I am a psycholinguist working on second language acquisition. My research focuses on second language phonology, with a particular emphasis on perception and lexical representations. In Indiana University’s Second Language Psycholinguistics Lab, which I founded in 2008, my students and I conduct research that aims to better understand the representations that learners create for the words and phonological units of a second language (L2), and how these representations change over time. We also examine the mechanisms of phonological processing in an L2, and the factors that facilitate it (for instance, suppression of interference from the first language). Finally, we address the application of these findings in pedagogical contexts, with the goal of helping learners modify their representations and streamline the processing of their new language, thus helping them communicate more easily in the second language.
I am currently professor of second language studies at Indiana University (USA).
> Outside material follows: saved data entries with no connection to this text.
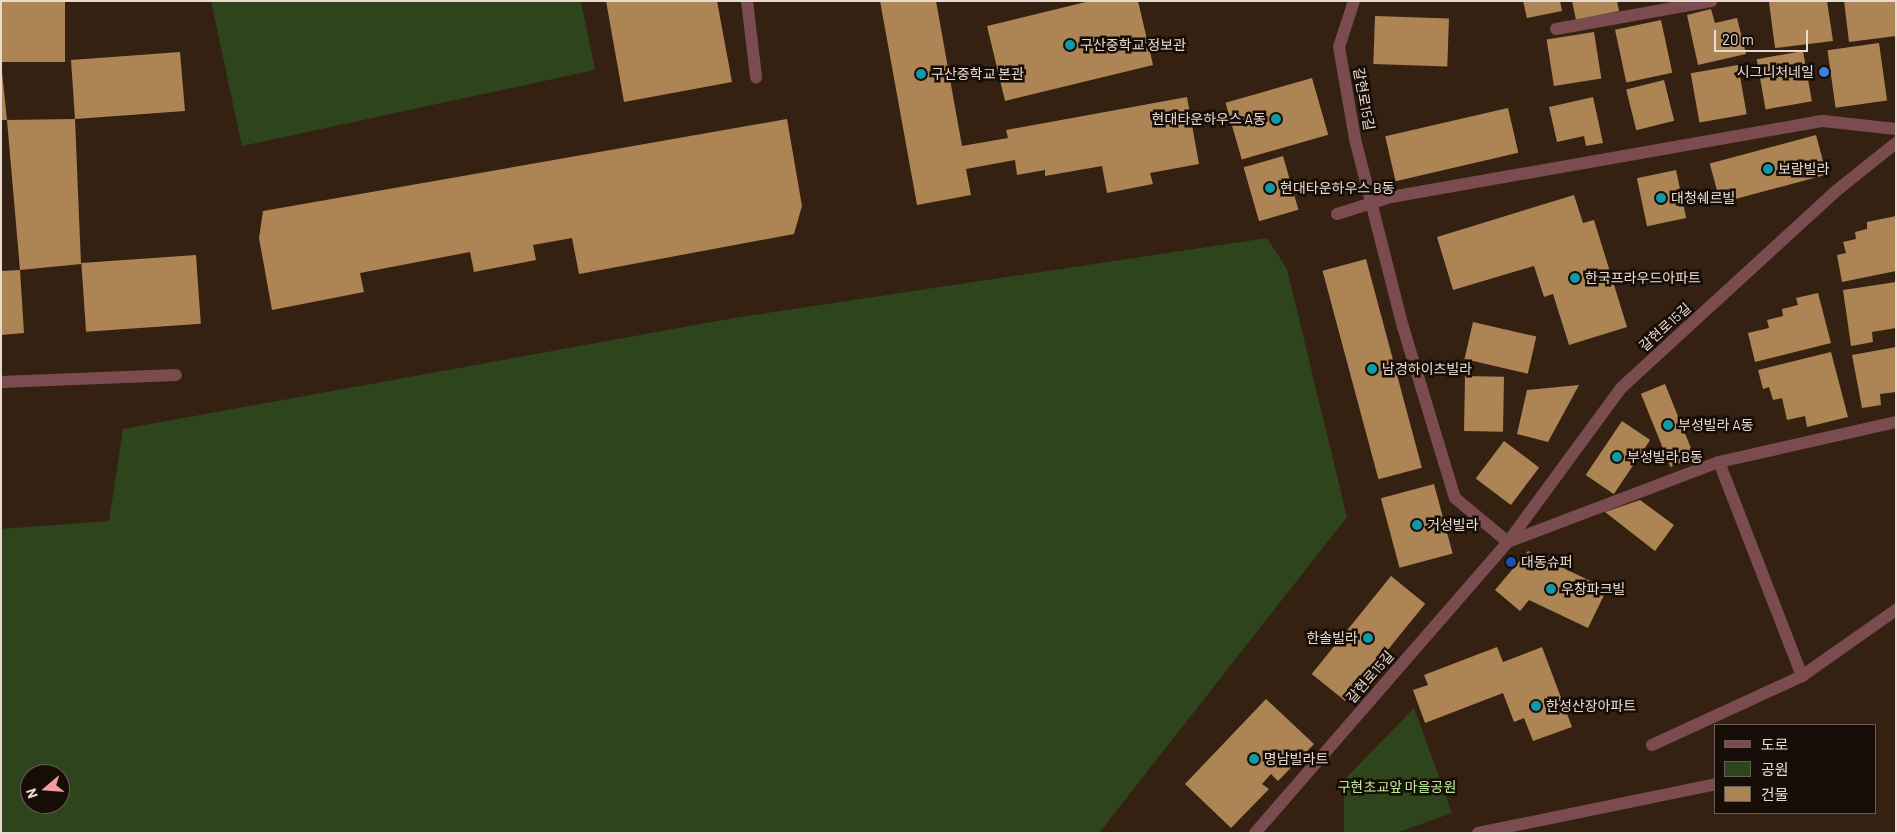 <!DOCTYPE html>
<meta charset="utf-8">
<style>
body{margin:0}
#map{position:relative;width:1897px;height:834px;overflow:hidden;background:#352112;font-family:Barlow,"Noto Sans KR",sans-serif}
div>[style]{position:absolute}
.green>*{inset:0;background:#2d441c}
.building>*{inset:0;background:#ad8454;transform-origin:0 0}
.lane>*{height:12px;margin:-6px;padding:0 6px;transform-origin:6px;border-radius:6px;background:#7b4c4f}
.street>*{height:12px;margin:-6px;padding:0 6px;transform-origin:6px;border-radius:6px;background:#7b4c4f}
.dots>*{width:14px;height:14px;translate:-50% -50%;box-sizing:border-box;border:2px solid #160d07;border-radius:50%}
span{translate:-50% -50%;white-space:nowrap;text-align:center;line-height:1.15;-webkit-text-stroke:5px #160d07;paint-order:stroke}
.poi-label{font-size:14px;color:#e8dad1}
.left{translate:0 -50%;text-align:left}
.right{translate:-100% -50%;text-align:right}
.street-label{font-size:14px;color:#e8dad1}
.park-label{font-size:14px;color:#bbe99d}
.frame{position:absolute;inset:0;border:2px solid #e8dad1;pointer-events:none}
.legend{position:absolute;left:1714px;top:724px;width:162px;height:90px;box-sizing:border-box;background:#160d07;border:1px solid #6a5f58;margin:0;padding:6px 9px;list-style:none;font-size:15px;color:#e8dad1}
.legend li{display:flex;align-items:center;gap:10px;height:25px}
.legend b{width:25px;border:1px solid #6a5f58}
.north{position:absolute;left:20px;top:764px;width:50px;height:50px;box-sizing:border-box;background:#160d07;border:1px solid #6a5f58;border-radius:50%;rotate:252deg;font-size:14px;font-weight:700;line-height:20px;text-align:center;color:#e8dad1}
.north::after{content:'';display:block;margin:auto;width:18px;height:22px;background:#f59b9c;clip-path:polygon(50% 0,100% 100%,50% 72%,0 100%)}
.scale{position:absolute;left:1714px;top:30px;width:94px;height:22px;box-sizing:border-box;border:2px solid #e8dad1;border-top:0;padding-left:6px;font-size:15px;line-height:18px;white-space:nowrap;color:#e8dad1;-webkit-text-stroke:4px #160d07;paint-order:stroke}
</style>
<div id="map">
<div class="green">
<div style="clip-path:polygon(211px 1px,581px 1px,595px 70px,242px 146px)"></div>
<div style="clip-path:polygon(evenodd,1267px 238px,1287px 269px,1347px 517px,1099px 833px,1px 833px,1px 529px,109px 521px,123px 429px,734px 318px,1267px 238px,30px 774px,60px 774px,60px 804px,30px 804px,30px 774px)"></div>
<div style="clip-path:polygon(1414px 708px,1452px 813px,1396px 833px,1344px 833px,1344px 780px)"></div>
</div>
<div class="building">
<div style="left:1px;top:1px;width:64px;height:61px"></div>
<div style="clip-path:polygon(606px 1px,717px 1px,732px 82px,624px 102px)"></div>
<div style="clip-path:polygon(880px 1px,936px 1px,962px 146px,1008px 138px,1006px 130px,1187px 97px,1199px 164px,1150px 173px,1153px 184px,1107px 193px,1102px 166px,1045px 176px,1045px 170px,1017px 175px,1015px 160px,966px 169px,971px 195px,917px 205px)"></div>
<div style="clip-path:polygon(1090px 1px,1138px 1px,1153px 65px,1005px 101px,987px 26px)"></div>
<div style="clip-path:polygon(1523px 1px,1560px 1px,1562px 11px,1527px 18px)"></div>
<div style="clip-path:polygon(1572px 1px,1617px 1px,1619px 11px,1576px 20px)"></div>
<div style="clip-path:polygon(1827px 1px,1833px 41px,1775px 48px,1769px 2px)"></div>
<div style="clip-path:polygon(1844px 1px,1896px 1px,1896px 36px,1849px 42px)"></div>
<div style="clip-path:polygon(1711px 9px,1715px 23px,1737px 18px,1746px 54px,1698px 65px,1687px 15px)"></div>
<div style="left:1375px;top:16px;width:74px;height:48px;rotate:2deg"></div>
<div style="left:1661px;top:20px;width:54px;height:47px;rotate:78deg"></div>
<div style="left:1594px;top:32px;width:47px;height:48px;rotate:81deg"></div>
<div style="left:1879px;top:43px;width:58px;height:52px;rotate:82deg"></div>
<div style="left:1803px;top:51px;width:51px;height:47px;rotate:80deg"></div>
<div style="clip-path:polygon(180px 52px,185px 111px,75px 119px,81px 264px,20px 270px,24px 333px,1px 335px,1px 271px,20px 270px,7px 120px,1px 120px,1px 62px,7px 120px,75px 119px,71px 60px)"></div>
<div style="left:1738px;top:65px;width:50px;height:48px;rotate:80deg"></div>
<div style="left:1312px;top:78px;width:59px;height:90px;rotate:74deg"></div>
<div style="left:1664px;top:80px;width:42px;height:39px;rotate:76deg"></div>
<div style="clip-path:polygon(1593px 97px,1603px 143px,1586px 146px,1584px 136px,1557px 142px,1549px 107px)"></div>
<div style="left:1508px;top:108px;width:46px;height:126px;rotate:77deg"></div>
<div style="clip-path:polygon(787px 119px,802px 206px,794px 234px,579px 274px,572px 238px,533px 245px,536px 260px,474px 272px,470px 252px,360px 273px,364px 292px,272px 310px,259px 238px,263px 211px)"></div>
<div style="left:1816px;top:135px;width:41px;height:110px;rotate:75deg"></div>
<div style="left:1283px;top:156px;width:56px;height:41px;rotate:74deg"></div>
<div style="left:1676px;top:170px;width:49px;height:40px;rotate:78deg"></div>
<div style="clip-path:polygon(1574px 195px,1583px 223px,1594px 220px,1627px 327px,1569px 345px,1553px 294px,1544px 297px,1534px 266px,1453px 290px,1437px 237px)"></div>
<div style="clip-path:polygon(1896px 216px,1896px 271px,1842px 282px,1837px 255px,1846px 253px,1843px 242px,1856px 239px,1855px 232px,1867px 229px,1867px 222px)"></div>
<div style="left:196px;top:255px;width:69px;height:115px;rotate:86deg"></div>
<div style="left:1366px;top:259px;width:216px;height:45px;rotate:75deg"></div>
<div style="clip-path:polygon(1896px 282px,1896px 328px,1872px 332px,1873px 342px,1851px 346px,1843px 290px)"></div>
<div style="clip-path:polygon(1818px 293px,1831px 343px,1755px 362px,1748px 333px,1769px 328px,1767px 320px,1783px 316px,1782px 309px,1798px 305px,1796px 298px)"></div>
<div style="left:1473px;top:322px;width:65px;height:38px;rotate:13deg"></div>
<div style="clip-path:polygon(1896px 347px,1896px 392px,1880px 394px,1881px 405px,1862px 408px,1852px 355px)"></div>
<div style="clip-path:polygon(1831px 352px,1848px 417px,1807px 427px,1805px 416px,1787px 420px,1782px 398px,1773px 400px,1769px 387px,1763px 389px,1758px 370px)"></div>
<div style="left:1465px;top:376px;width:39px;height:55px;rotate:1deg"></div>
<div style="left:1665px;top:384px;width:79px;height:26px;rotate:68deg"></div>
<div style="clip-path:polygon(1579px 385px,1548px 442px,1517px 434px,1527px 390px)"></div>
<div style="left:1622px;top:421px;width:34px;height:65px;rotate:34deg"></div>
<div style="left:1504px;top:441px;width:44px;height:47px;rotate:37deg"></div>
<div style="left:1434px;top:484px;width:72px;height:55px;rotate:75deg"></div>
<div style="clip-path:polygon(1640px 500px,1674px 525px,1655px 551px,1605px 512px)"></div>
<div style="clip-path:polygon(1528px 551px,1607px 589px,1588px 628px,1529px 600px,1520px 611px,1495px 590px)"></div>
<div style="left:1391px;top:576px;width:44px;height:126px;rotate:39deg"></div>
<div style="clip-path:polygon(1497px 647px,1503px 662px,1542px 647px,1572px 727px,1533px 741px,1524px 718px,1514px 722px,1503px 693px,1425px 723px,1413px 690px,1428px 685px,1424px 675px)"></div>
<div style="clip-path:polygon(1266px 699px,1314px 744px,1278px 781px,1271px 774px,1262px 784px,1269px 789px,1231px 828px,1185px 784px)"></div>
</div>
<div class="lane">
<div style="left:747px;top:1px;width:77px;rotate:83.2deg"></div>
<div style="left:1px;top:382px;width:175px;rotate:-2.3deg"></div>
<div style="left:1652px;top:745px;width:165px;rotate:-24.7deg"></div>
<div style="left:1478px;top:833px;width:243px;rotate:-11.6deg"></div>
</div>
<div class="street">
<div style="left:1354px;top:1px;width:48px;rotate:108.1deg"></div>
<div style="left:1339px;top:47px;width:93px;rotate:80.1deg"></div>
<div style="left:1355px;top:139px;width:194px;rotate:75.7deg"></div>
<div style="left:1403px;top:327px;width:179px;rotate:73.1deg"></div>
<div style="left:1455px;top:498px;width:69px;rotate:39.7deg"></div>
<div style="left:1508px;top:542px;width:226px;rotate:-20.8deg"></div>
<div style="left:1719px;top:462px;width:181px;rotate:-12.7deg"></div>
<div style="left:1556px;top:29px;width:158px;rotate:-10.2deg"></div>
<div style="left:1337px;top:214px;width:57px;rotate:-17.5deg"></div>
<div style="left:1391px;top:197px;width:439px;rotate:-10deg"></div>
<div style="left:1823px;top:121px;width:73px;rotate:6.3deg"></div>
<div style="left:1719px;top:462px;width:230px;rotate:68.8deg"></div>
<div style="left:1802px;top:676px;width:115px;rotate:-35.1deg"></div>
<div style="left:1255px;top:833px;width:386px;rotate:-49deg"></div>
<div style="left:1508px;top:542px;width:191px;rotate:-53.7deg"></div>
<div style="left:1621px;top:388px;width:292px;rotate:-42.5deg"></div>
<div style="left:1836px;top:191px;width:77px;rotate:-38.7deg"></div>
</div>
<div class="dots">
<div style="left:1070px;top:45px;background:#0f9aa8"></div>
<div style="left:1824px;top:72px;background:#3f7fe0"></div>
<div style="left:921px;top:74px;background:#0f9aa8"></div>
<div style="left:1276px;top:119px;background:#0f9aa8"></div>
<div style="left:1768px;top:169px;background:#0f9aa8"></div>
<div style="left:1270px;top:188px;background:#0f9aa8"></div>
<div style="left:1661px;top:198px;background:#0f9aa8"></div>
<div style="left:1575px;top:278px;background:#0f9aa8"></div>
<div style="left:1372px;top:369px;background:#0f9aa8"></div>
<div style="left:1668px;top:425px;background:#0f9aa8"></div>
<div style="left:1617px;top:457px;background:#0f9aa8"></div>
<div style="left:1417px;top:525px;background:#0f9aa8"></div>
<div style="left:1511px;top:562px;background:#1a4fb4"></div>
<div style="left:1551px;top:589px;background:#0f9aa8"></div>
<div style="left:1368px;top:638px;background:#0f9aa8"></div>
<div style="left:1536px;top:706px;background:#0f9aa8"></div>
<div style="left:1254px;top:759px;background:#0f9aa8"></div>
</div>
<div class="poi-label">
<span class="left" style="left:1080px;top:45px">구산중학교 정보관</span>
<span class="right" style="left:1814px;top:72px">시그니처네일</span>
<span class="left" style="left:931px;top:74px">구산중학교 본관</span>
<span class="right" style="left:1266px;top:119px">현대타운하우스 A동</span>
<span class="left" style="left:1778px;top:169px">보람빌라</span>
<span class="left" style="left:1280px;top:188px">현대타운하우스 B동</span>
<span class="left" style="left:1671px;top:198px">대청쉐르빌</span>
<span class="left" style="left:1585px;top:278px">한국프라우드아파트</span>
<span class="left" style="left:1382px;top:369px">남경하이츠빌라</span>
<span class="left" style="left:1678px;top:425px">부성빌라 A동</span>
<span class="left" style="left:1627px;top:457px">부성빌라 B동</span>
<span class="left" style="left:1427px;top:525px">거성빌라</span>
<span class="left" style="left:1521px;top:562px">대동슈퍼</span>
<span class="left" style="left:1561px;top:589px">우창파크빌</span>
<span class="right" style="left:1358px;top:638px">한솔빌라</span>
<span class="left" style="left:1546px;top:706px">한성산장아파트</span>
<span class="left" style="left:1264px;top:759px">명남빌라트</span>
</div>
<div class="street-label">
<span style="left:1364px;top:99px;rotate:80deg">갈현로15길</span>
<span style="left:1665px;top:327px;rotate:-42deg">갈현로15길</span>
<span style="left:1370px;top:677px;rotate:-49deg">갈현로15길</span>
</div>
<div class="park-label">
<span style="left:1397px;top:787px">구현초교앞 마을공원</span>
</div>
<div class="frame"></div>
<ul class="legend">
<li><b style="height:6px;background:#7b4c4f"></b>도로</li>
<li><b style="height:14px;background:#2d441c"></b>공원</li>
<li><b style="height:14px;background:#ad8454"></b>건물</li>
</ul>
<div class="north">N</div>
<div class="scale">20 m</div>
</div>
I previously worked at the Universities of Potsdam and Tübingen (Germany), after obtaining a Ph.D. in Linguistics and Cognitive Science jointly from the Ecole des Hautes Etudes en Sciences Sociales in Paris (France) and the Gutenberg University in Mainz (Germany). I served as Associate Editor for Applied Psycholinguistics from 2015 to 2018, and as an Editorial Board Member until 2020; in 2017 I co-edited a special issue of Frontiers in Psychology on the bilingual mental lexicon. My work has been published in Second Language Research, Language Learning, Journal of Phonetics, The Mental Lexicon, and Bilingualism, Language and Cognition, among others.